RABUFFI, APP: “SULLA SEDE DI FORZA NUOVA DAL COMUNE UN SILENZIO IMBARAZZANTE”

“Un silenzio totale, imbarazzante e fragoroso”. Così il consigliere di Alternativa per Piacenza Luigi Rabuffi definisce la reazione dell’amministrazione davanti all’apertura della sede di Forza Nuova, inaugurata pochi giorni fa, all’interno del centro commerciale Farnese. Si sarebbe invece aspettato una risposta ben diversa da parte del Comune; “come la sindaca di Genova Silvia Salis – ha detto Rabuffi – che ha definito la sede di Casa Pound, in città, una provocazione, una presenza non gradita, contraria ai valori repubblicani”.

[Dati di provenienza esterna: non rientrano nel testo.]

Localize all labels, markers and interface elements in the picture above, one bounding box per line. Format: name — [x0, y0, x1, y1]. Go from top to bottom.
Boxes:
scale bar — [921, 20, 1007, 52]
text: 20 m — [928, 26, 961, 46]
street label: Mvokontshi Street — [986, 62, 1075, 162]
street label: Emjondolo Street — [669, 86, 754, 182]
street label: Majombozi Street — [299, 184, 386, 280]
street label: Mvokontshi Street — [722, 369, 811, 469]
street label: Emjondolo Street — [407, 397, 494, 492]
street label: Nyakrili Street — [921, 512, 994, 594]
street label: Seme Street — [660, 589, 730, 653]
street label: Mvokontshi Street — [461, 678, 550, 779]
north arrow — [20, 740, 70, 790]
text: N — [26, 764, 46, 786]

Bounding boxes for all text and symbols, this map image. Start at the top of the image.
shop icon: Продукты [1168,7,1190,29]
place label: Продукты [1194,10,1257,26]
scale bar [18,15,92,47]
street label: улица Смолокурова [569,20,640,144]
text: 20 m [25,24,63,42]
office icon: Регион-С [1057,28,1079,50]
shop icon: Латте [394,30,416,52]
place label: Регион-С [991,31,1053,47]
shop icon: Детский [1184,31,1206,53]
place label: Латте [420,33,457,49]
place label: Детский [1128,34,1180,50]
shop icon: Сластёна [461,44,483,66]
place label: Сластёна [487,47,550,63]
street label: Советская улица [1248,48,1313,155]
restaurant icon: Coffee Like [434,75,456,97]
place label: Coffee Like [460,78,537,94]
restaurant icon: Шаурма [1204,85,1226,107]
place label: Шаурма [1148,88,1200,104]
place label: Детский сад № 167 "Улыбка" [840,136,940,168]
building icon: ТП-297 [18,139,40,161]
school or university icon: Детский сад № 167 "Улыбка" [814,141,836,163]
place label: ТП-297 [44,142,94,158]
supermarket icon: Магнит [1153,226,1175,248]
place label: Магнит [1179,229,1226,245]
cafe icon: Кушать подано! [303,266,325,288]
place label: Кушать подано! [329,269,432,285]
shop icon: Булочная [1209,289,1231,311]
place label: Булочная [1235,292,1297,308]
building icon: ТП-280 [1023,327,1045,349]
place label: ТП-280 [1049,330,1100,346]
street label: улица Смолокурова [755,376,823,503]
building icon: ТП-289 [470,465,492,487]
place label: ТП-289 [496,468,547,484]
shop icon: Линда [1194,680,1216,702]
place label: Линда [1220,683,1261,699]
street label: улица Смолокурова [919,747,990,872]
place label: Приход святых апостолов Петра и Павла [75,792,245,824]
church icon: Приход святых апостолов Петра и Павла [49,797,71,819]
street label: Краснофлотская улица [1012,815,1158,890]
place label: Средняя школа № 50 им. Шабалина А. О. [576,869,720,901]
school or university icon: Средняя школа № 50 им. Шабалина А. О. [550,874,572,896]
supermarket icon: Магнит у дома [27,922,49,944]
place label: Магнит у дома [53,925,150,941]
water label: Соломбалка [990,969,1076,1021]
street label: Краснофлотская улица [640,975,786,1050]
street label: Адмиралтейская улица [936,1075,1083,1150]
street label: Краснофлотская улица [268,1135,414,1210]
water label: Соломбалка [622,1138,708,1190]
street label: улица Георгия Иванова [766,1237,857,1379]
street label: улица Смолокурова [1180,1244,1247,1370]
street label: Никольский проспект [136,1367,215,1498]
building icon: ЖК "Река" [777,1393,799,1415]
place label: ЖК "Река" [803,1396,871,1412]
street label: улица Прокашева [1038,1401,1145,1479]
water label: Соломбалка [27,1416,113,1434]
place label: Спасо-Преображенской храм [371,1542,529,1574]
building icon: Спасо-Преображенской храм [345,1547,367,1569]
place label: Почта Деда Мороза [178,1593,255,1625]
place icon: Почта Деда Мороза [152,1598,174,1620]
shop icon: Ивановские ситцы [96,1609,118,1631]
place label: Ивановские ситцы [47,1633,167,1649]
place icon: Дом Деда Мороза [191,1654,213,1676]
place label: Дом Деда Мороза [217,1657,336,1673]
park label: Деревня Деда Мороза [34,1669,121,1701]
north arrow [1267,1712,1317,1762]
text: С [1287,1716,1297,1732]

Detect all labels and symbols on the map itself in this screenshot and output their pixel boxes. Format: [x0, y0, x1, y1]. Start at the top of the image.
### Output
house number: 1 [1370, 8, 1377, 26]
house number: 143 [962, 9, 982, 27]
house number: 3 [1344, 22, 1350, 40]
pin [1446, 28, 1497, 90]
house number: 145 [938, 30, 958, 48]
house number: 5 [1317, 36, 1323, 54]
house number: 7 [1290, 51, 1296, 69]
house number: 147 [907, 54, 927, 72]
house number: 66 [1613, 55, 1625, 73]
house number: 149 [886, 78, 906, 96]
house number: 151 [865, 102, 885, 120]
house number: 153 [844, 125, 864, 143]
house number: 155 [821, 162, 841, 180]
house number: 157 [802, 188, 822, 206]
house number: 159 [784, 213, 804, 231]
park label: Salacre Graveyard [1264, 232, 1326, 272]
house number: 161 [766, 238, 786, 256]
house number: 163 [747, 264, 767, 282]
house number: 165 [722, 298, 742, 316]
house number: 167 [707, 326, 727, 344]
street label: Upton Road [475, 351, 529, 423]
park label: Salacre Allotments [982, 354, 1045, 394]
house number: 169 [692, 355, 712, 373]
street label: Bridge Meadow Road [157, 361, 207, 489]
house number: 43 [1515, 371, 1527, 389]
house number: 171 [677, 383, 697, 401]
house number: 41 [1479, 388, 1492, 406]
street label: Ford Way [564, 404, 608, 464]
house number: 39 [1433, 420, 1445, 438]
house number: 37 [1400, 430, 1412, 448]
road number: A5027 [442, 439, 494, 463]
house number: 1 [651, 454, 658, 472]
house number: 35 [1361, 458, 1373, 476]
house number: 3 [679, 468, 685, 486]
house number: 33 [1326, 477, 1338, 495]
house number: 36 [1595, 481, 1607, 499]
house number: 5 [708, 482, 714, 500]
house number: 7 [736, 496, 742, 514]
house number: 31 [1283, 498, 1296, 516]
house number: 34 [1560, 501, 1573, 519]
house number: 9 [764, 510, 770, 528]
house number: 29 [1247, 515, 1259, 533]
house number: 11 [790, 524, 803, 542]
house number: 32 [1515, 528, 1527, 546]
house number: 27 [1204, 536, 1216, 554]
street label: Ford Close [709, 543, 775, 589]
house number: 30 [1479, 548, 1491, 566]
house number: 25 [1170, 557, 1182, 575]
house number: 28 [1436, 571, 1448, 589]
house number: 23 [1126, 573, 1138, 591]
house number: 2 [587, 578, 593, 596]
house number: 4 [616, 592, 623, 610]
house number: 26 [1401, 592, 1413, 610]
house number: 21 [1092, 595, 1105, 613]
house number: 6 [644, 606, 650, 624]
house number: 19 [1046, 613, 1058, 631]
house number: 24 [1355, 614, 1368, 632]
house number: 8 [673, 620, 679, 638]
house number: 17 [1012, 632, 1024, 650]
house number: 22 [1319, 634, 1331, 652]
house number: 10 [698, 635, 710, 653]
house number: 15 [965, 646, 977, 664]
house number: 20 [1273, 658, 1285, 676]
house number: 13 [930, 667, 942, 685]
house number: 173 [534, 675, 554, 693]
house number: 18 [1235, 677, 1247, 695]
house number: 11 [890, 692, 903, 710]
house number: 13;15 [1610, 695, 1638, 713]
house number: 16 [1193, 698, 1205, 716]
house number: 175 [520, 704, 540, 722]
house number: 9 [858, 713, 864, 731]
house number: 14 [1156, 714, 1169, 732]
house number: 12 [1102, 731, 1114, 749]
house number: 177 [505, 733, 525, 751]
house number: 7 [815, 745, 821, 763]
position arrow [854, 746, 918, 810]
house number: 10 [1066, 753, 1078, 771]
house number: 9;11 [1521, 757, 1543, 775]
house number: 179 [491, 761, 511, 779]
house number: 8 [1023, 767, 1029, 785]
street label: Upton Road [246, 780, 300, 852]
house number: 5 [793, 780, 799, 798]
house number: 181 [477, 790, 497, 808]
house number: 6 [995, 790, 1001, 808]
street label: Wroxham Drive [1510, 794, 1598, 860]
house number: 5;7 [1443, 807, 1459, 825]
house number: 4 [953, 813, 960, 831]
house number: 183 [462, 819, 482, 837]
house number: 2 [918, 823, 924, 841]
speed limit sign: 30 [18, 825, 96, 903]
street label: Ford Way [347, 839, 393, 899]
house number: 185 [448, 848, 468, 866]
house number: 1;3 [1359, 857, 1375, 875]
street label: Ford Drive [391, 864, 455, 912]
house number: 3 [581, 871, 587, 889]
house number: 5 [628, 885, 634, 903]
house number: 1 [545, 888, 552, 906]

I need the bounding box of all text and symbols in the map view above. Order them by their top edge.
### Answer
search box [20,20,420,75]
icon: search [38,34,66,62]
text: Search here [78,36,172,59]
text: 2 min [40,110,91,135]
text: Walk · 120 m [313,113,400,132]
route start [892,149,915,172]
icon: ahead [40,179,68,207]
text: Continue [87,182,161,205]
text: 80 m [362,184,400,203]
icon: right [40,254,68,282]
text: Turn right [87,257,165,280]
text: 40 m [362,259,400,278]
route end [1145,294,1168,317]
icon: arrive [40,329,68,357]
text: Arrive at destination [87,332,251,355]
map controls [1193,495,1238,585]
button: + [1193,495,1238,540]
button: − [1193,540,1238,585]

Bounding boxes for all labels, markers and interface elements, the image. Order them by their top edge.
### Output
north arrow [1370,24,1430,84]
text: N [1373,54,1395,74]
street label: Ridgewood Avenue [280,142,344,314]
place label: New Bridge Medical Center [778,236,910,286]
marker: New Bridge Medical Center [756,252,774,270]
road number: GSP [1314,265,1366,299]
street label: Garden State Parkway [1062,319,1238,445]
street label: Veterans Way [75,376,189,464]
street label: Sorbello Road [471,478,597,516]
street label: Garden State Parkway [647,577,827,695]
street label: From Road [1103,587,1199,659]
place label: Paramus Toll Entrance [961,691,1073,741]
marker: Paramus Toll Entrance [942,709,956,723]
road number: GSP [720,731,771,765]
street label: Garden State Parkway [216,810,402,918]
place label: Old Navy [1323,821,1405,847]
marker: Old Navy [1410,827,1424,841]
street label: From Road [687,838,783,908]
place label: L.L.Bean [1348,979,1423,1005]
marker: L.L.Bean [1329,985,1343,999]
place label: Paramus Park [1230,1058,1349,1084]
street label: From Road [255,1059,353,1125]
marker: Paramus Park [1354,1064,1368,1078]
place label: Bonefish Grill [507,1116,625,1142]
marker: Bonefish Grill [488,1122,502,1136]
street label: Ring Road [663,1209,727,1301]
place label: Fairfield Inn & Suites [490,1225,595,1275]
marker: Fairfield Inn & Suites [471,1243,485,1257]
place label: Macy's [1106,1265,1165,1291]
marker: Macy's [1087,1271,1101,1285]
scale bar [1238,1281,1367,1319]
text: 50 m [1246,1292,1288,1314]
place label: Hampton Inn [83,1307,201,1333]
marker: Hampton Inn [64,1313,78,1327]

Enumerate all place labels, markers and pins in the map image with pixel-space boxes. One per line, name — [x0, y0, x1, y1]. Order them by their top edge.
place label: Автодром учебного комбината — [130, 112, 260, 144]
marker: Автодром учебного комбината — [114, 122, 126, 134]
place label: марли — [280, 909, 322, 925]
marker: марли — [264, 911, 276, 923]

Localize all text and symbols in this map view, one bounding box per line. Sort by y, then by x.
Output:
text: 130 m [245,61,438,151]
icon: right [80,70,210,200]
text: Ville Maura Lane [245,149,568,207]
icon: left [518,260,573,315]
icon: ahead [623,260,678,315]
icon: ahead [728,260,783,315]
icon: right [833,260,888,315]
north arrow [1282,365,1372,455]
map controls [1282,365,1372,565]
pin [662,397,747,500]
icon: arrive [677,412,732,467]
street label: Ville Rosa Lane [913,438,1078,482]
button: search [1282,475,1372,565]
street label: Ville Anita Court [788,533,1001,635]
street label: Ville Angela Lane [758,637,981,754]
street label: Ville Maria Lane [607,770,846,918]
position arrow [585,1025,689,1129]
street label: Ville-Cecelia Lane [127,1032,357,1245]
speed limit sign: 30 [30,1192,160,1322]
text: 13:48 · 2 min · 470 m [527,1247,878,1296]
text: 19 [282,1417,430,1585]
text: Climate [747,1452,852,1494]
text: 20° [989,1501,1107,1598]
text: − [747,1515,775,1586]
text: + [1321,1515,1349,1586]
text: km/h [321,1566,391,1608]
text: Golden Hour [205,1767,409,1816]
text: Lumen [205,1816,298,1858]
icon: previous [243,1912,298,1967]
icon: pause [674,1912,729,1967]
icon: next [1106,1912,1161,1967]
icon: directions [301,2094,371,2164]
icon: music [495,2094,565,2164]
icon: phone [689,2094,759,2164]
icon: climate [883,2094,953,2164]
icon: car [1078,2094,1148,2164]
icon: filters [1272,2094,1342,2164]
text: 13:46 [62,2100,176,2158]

“Quella vetrina – ha incalzato Rabuffi – non ha nulla di commerciale, solo ideologico, solo prodotto avvelenato e tossico che richiama pagine drammatiche della storia nazionale. Segni che rievocano “idoli” intramontabili. Piacenza non ha bisogno di questa vetrina, Piacenza, medaglia d’oro al valore militare, deve dire basta alle provocazioni, e avrebbe dovuto farlo con la voce della sindaca, dell’assessore alla cultura della memoria, dell’assessore al commercio, orgogliosamente. Invece nulla. Per fortuna ci sono state diverse posizioni, tra cui ApP e altre associazioni,  a testimonianza che Piacenza sa che da che parte stare. A rimetterci saranno i commercianti del centro commerciale Farnese. Un caffè con Katia,  – ha detto Rabuffi rivolgendo un invito alla sindaca – lo organizzi al bar del centro commerciale”.

Intanto, il consigliere di ApP ha richiesto, attraverso un accesso agli atti, la documentazione eventualmente prodotta dalla Polizia Locale (relazione di servizio, relazione ispettiva, verbali, parere) o dagli Uffici comunali competenti per verificare, autorizzare e legittimare l’apertura della sede (e la relativa esposizione di materiale di propaganda politica) nelle vetrine del Centro Commerciale.